Regan accuses her former employer, News Corp., of engineering a campaign of dirty tricks against her that allegedly involved leaking lies that she was openly anti-Semitic, disgracing and embarrassing her when she tried to publish O.J. Simpson's fictionalized account of the murder of his wife and her friend, and suggesting she lie about her affair with a married New York City police commissioner to protect former New York Mayor Rudy Giuliani's presidential dreams.
In a 72-page complaint, Regan's attorneys claim that she was the victim of a "deliberate smear campaign orchestrated by one of the world's largest media conglomerates for the sole purpose of destroying her credibility and reputation.
"This smear campaign was necessary to advance News Corp.'s political agenda, which has long centered on protecting Rudy Giuliani's presidential ambitions," read the court filing.

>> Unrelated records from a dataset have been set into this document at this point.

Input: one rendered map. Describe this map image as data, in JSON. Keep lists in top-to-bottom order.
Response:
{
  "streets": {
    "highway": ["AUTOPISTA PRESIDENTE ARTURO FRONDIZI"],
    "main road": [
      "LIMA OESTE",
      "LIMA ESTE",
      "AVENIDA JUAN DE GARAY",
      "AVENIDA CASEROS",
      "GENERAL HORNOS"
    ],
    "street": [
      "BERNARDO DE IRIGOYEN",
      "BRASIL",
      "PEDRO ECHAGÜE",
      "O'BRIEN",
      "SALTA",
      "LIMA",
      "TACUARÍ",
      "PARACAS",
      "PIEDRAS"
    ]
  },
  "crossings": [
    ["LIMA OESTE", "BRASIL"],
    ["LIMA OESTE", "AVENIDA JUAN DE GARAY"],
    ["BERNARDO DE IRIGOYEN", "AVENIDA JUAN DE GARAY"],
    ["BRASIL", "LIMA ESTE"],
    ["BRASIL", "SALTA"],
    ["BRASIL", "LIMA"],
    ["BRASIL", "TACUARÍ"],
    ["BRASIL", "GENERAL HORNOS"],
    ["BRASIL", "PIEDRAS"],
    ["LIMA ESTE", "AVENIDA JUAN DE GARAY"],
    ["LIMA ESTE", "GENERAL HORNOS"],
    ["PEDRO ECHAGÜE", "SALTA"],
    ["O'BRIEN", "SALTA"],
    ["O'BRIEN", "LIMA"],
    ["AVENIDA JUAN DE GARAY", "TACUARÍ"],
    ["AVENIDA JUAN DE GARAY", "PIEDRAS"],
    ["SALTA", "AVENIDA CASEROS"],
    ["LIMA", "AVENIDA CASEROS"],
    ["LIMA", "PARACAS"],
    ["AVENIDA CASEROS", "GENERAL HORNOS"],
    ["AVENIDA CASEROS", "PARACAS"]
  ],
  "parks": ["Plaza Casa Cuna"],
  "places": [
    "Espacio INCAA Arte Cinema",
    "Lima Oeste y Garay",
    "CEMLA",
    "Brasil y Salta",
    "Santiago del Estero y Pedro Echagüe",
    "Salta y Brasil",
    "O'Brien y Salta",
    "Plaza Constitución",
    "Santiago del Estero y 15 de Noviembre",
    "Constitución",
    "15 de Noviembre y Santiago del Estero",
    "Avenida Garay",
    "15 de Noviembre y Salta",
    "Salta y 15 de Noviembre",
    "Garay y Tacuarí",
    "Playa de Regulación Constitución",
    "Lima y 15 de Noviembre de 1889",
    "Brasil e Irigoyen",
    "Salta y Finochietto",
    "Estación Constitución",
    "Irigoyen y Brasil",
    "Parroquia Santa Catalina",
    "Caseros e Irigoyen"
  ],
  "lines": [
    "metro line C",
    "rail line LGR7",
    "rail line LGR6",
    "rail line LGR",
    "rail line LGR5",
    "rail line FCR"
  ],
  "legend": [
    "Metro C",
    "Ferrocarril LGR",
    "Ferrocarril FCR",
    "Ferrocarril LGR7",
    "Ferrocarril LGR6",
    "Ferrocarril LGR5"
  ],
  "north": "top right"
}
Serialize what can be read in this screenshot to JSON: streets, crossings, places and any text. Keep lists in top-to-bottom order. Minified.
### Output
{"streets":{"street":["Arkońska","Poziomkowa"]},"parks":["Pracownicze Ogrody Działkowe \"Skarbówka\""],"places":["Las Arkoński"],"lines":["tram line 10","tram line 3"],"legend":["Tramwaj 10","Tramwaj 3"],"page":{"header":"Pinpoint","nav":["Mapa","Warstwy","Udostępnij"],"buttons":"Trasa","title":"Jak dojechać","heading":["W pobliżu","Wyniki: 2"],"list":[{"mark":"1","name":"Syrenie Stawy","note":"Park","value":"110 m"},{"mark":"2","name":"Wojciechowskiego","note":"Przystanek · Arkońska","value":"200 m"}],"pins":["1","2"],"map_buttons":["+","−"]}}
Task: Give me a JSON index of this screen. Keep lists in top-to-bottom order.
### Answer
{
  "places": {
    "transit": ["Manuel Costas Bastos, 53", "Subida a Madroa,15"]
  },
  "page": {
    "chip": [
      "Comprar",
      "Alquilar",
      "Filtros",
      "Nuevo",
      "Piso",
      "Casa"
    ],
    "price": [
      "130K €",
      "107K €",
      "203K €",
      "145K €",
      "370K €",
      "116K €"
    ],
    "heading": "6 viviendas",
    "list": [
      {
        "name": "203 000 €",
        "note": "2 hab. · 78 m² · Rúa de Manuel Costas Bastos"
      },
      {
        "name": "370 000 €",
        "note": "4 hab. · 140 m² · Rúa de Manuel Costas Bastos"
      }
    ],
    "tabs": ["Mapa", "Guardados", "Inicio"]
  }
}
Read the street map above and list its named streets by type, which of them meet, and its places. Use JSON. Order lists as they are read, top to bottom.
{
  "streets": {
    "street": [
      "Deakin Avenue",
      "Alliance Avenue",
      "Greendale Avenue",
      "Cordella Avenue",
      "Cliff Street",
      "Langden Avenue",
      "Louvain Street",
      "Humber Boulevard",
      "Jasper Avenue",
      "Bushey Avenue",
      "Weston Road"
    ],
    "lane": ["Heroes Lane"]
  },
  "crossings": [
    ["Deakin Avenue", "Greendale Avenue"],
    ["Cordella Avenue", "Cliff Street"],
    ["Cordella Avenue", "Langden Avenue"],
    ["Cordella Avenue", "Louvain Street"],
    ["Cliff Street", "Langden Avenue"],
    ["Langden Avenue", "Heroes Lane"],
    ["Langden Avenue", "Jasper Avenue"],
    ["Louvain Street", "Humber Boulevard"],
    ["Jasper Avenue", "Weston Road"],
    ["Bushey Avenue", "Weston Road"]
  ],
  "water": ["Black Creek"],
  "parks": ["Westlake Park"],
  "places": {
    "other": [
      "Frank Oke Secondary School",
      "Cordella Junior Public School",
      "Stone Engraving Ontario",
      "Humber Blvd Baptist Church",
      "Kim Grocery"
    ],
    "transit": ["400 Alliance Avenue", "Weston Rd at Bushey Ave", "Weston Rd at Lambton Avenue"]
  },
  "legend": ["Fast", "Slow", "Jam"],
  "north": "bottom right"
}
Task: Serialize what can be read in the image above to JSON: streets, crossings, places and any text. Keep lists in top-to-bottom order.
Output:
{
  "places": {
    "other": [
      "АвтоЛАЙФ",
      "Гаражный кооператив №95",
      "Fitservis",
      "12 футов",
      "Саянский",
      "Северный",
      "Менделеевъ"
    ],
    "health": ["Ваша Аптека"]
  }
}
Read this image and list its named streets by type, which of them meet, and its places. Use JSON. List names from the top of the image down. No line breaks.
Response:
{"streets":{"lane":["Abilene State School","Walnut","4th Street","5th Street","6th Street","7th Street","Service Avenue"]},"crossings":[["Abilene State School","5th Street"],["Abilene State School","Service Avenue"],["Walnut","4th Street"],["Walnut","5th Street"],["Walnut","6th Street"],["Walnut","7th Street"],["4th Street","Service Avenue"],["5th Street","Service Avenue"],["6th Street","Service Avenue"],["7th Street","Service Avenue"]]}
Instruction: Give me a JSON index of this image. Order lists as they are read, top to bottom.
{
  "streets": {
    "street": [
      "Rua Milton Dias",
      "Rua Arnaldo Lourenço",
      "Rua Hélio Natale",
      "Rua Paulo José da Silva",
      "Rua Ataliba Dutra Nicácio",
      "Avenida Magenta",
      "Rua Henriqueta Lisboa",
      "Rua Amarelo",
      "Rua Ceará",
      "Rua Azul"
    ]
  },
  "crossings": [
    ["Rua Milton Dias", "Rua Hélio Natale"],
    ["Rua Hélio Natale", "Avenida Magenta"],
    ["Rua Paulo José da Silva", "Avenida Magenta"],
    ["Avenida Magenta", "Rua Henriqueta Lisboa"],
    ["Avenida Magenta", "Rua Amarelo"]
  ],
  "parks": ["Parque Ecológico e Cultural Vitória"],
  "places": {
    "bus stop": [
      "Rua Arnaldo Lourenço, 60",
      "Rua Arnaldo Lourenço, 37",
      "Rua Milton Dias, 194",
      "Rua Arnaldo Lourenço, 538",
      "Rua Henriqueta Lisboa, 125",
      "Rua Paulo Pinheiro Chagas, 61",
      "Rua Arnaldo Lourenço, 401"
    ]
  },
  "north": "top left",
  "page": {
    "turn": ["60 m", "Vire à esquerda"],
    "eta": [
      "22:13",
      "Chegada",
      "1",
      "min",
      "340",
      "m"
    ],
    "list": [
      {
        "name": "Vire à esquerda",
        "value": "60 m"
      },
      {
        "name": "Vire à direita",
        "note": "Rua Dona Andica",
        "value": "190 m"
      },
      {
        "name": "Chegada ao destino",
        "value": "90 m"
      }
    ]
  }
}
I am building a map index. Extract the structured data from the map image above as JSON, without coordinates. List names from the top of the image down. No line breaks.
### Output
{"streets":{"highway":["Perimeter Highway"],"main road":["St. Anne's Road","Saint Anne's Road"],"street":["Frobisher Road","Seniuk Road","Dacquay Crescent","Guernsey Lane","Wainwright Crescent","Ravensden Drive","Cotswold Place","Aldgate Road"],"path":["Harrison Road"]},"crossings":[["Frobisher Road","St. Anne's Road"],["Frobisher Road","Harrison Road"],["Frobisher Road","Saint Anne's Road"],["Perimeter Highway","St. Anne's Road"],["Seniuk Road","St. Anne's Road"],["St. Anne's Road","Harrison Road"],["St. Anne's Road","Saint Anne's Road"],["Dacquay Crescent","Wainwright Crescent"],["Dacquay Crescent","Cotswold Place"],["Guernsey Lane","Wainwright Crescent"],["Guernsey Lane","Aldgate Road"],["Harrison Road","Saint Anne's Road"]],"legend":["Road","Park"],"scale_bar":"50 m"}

The complaint charges that one unnamed senior News Corp. executive "counseled Regan to lie and withhold information from investigators" about her acknowledged affair with former New York City Police Commissioner Bernard Kerik. Another unnamed News Corp. executive "advised Regan not to produce clearly relevant documents in connection with a governmental investigation of Kerik,'' according to the complaint. Regan also charges that she was wrongfully terminated.
Kerik attorney, Ken Breen, a former federal prosecutor, declined to respond to the complaint.
"Her lawsuit is preposterous. That's all we're saying for now,'' News Corp. publicist Howard Rubenstein told the ABC News' Law & Justice Unit.
"I think that's a gossip column story, and the last thing in the world you want to do when you're running for president is respond to gossip column type stories," Giuliani said in response to reporters' questions Wednesday.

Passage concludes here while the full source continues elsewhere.